I implemented the above-mentioned power station model in python on one workstation. My code has four functional parts:
- Scenario generation of correlated random forward commodity prices
- Extension of scalar forward prices to vector of hourly spot prices according to own model
- Mapping of the station’s state-space network using the result of the hourly price vectors
- Solving linear program with CPLEX library for python
The linear program must be given to the CPLEX solver in the following form:
Minimize sum [- Profit(i) * X(i)], for arc X(i)
sum Xi = 0, for each node except for starting and ending node (what goes into a node must come out)
0 < Xi < 1 (all arcs can take a maximum of 1 traveling salesman)
Depending on the flexibility of the thermal power station that you are modelling, I would recommend a 4- or 8-hour time granularity. You can also customize the network to decrease the slope of specific arcs, for example, to implement a long start-up time. Thus, instead of connecting Pzero at t to Pmin at t+1, connect it to Pmin at t+2, et voila: longer start times.

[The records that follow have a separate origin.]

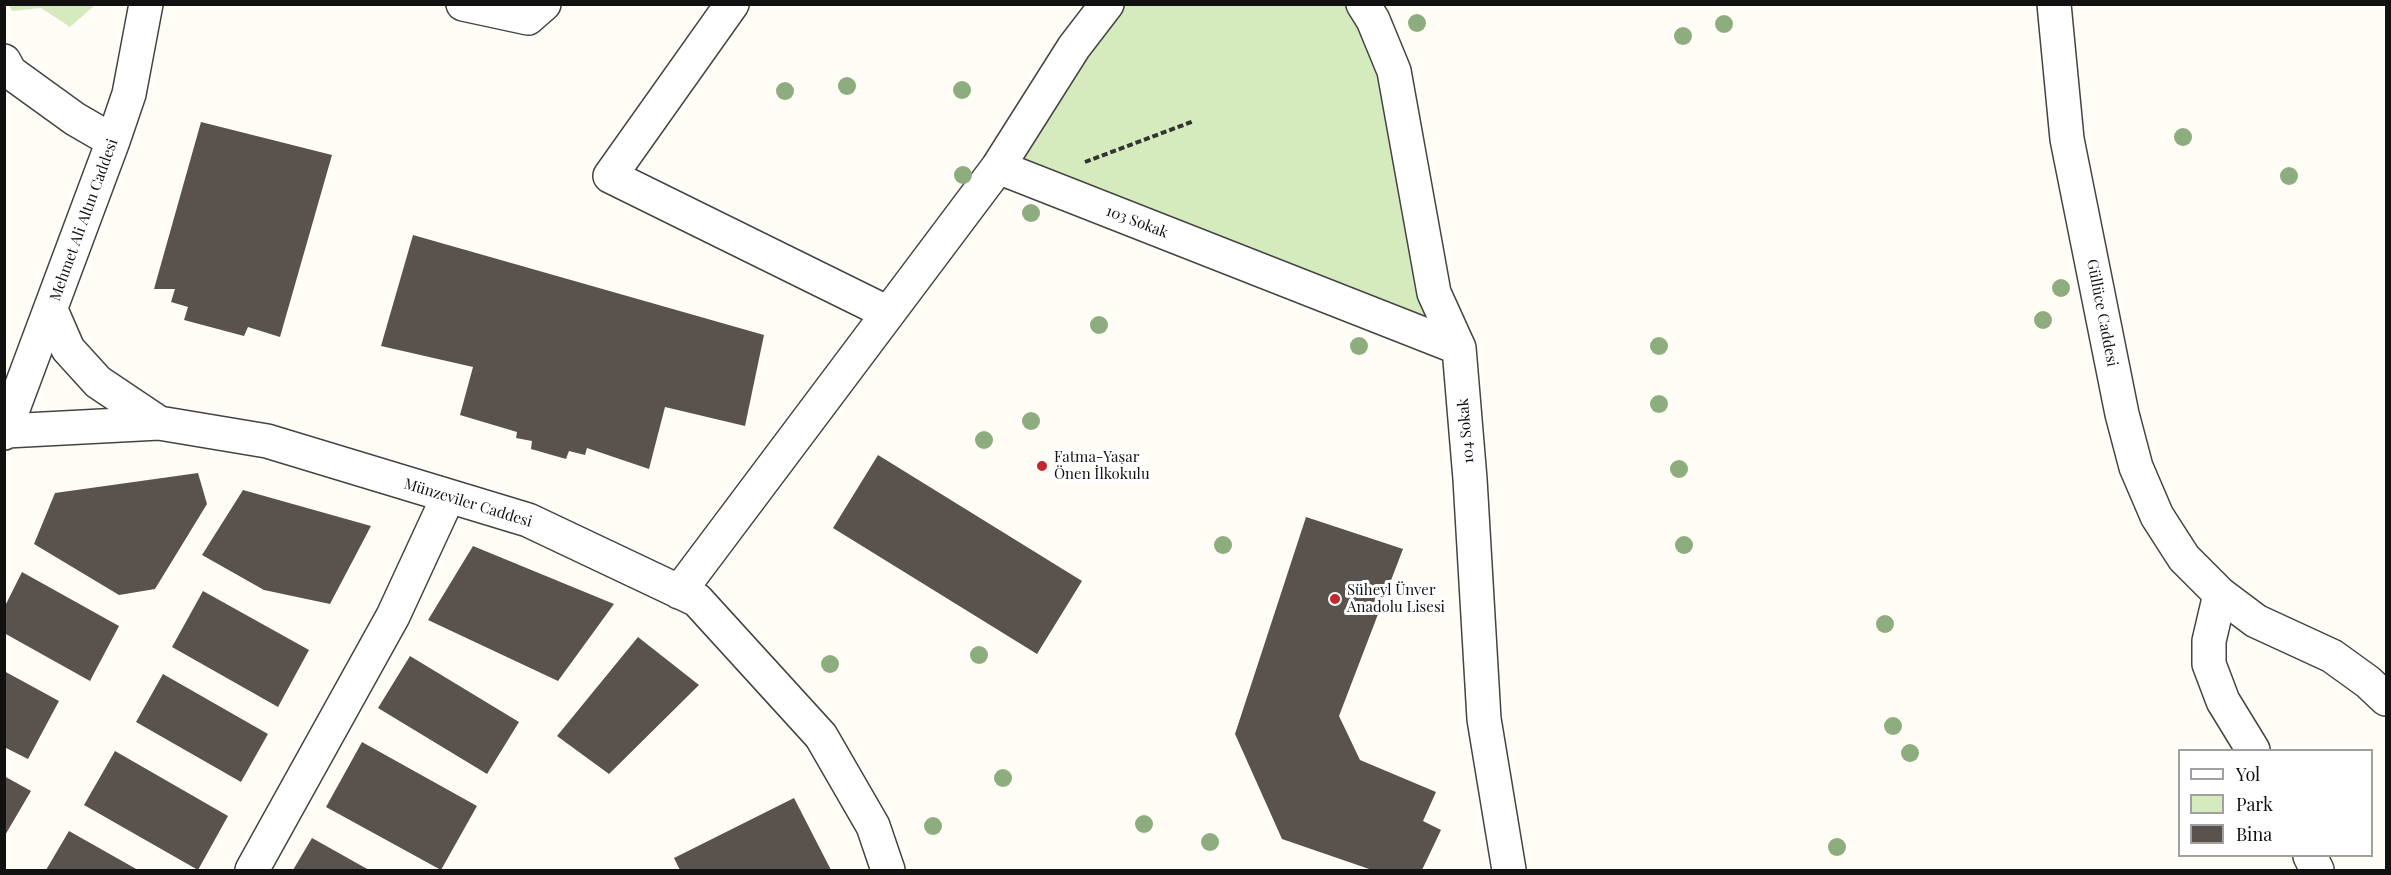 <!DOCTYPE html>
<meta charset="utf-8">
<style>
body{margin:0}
#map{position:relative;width:2391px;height:875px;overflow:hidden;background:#fffdf5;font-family:"Playfair Display",serif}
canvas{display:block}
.frame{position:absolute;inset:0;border:6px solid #111;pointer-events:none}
.legend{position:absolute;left:2178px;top:749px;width:195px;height:108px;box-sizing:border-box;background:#fff;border:2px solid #a0a0a0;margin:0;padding:8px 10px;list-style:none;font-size:18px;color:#111}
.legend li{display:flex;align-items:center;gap:12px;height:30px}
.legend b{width:30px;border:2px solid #a0a0a0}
</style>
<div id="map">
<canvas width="2391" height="875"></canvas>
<div class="frame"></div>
<ul class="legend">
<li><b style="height:8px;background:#fff"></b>Yol</li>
<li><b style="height:16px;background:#d5ebbd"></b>Park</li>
<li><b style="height:16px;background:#5a524d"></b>Bina</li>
</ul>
</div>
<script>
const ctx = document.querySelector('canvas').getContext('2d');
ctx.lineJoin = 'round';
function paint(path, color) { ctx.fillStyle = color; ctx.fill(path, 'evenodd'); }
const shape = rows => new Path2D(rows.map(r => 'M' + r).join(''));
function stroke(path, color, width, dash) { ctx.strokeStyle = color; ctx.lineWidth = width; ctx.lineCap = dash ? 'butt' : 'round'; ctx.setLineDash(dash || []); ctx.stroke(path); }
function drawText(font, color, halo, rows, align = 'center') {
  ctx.font = font + ' "Playfair Display",serif'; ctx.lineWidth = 6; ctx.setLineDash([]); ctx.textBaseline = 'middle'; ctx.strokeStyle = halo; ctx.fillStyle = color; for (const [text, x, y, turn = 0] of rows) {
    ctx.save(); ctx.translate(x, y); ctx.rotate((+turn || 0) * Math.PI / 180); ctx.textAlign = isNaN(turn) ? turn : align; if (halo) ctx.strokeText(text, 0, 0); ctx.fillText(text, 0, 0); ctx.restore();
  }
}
const green = shape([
 [9,5,95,5,70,27,41,8,12,11],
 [1107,5,1363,5,1438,345,1034,182,997,193]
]);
const building = shape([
 [201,122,332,155,280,337,248,327,244,336,184,320,188,307,171,302,175,289,154,289],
 [413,235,764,335,745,426,665,407,649,469,587,448,585,455,569,451,566,459,531,449,532,441,516,438,517,432,460,415,473,367,381,346],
 [878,455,1082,581,1037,654,833,528],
 [198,473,207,504,155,589,119,595,34,544,55,493],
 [243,490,371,526,330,604,264,590,202,555],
 [1306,517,1403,549,1339,716,1360,760,1436,792,1423,821,1441,830,1422,870,1372,870,1282,839,1235,734],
 [473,546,614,604,558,681,428,620],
 [22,572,119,626,90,681,4,633,4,608],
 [203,591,309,650,278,707,172,647],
 [638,637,699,685,609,774,557,736],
 [410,656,519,722,487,774,378,708],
 [4,671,59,701,28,759,4,747],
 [163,674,268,734,241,782,136,722],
 [362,742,477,806,441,870,326,807],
 [115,751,228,816,198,870,84,805],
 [4,776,31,791,4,837],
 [794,798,831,870,680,870,674,858],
 [69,831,138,870,46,870],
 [312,838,369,870,293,870]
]);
const path = shape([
 [1085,162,1194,121]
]);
const minor = shape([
 [463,4,528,18,544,4],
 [732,4,610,176,888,313],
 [1107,4,1074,47,998,167,1459,348],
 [1363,4,1373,20,1394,71,1434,293,1459,348,1470,479,1484,719,1509,870],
 [2054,4,2067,139,2122,414,2136,467,2157,516,2184,558,2220,594,2256,621,2332,656,2368,682,2386,699],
 [4,61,10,72,75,119,113,141],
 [51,310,68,349,98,382,159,423],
 [6,431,159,423,267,441,528,520,697,600,821,736,873,826,888,870],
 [4,433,113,141,129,94,146,4],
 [679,592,998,167],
 [2220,594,2209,641,2209,664,2223,701,2253,750],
 [2310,856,2317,870],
 [252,870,393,616,448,497]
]);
const trees = [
 [1417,23],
 [1724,24],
 [1683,36],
 [847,86],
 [962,90],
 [785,91],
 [2183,137],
 [963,175],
 [2289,176],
 [1031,213],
 [2061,288],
 [2043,320],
 [1099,325],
 [1359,346],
 [1659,346],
 [1659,404],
 [1031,421],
 [984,440],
 [1679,469],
 [1223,545],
 [1684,545],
 [1885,624],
 [979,655],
 [830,664],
 [1893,726],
 [1910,753],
 [1003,778],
 [1144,824],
 [933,826],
 [1210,842],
 [1837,847]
];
const markers = [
 [1042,466,6,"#c4262e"],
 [1335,599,6,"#c4262e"]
];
const streetNames = [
 ["Mehmet Ali Altın Caddesi",84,220,-70],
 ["103 Sokak",1137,222,21],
 ["Güllüce Caddesi",2102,313,79],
 ["104 Sokak",1466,431,-95],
 ["Münzeviler Caddesi",468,503,17]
];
const poiNames = [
 ["Fatma-Yaşar",1054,457],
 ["Önen İlkokulu",1054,474],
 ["Süheyl Ünver",1347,590],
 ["Anadolu Lisesi",1347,607]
];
paint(green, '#d5ebbd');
paint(building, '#5a524d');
stroke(minor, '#444', 36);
stroke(path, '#333', 4, [6, 3]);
stroke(minor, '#fff', 33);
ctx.fillStyle = '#8dad7f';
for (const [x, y] of trees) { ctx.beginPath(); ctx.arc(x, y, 9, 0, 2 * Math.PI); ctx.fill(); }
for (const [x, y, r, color] of markers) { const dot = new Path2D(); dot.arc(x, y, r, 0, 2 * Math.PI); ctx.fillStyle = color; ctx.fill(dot); stroke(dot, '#fff', 2); }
drawText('15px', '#111', '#fff', streetNames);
drawText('15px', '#111', '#fff', poiNames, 'left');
</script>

Next Step: Confiscate the salesman’s crystal ball
Compared to a simple spread option formula with forward prices, such as Margrabe’s Formula with Kirk’s Approximation (which certainly has its place in our toolbox), the TSP-optimized Power Station can capture the fine details of hourly price shape as well as cumulative plant constraints. However, one major shortcoming of the TSP-Station is that the optimization of each price scenario assumes perfect foresight of each arc’s profitability throughout the entire optimization period. (In other words, the traveling salesman knows exactly what the traffic density and petrol price for every leg of his upcoming business trip will be.) This of course will over-estimate the value of the power station, which is very important to remember if you are on the buy side. An important commercial principle that I communicate to clients is to pay only up to the level that you can practically monetize (minus a required cost of capital), not the theoretical value. This will cause you to miss out on a lot of deals, but it will also keep you profitable.
How do we limit our dispatcher’s foresight? We can put our high-priced CPLEX solver back on the shelf and run a modification of Dijkstra’s Algorithm. Dijkstra finds “sufficiently good” paths through the network with limited foresight in polynomial time. The modification we would make to Dijkstra is to extend the foresight to 7 days. This is perfectly reasonable since weather forecasts within one week are accurate, and we know that there’s a distinct intra-week shape to power demand and spot prices. Hence, we already have a good sense of the 7-day price shape. I will leave this implementation for an upcoming article. Thanks for following along.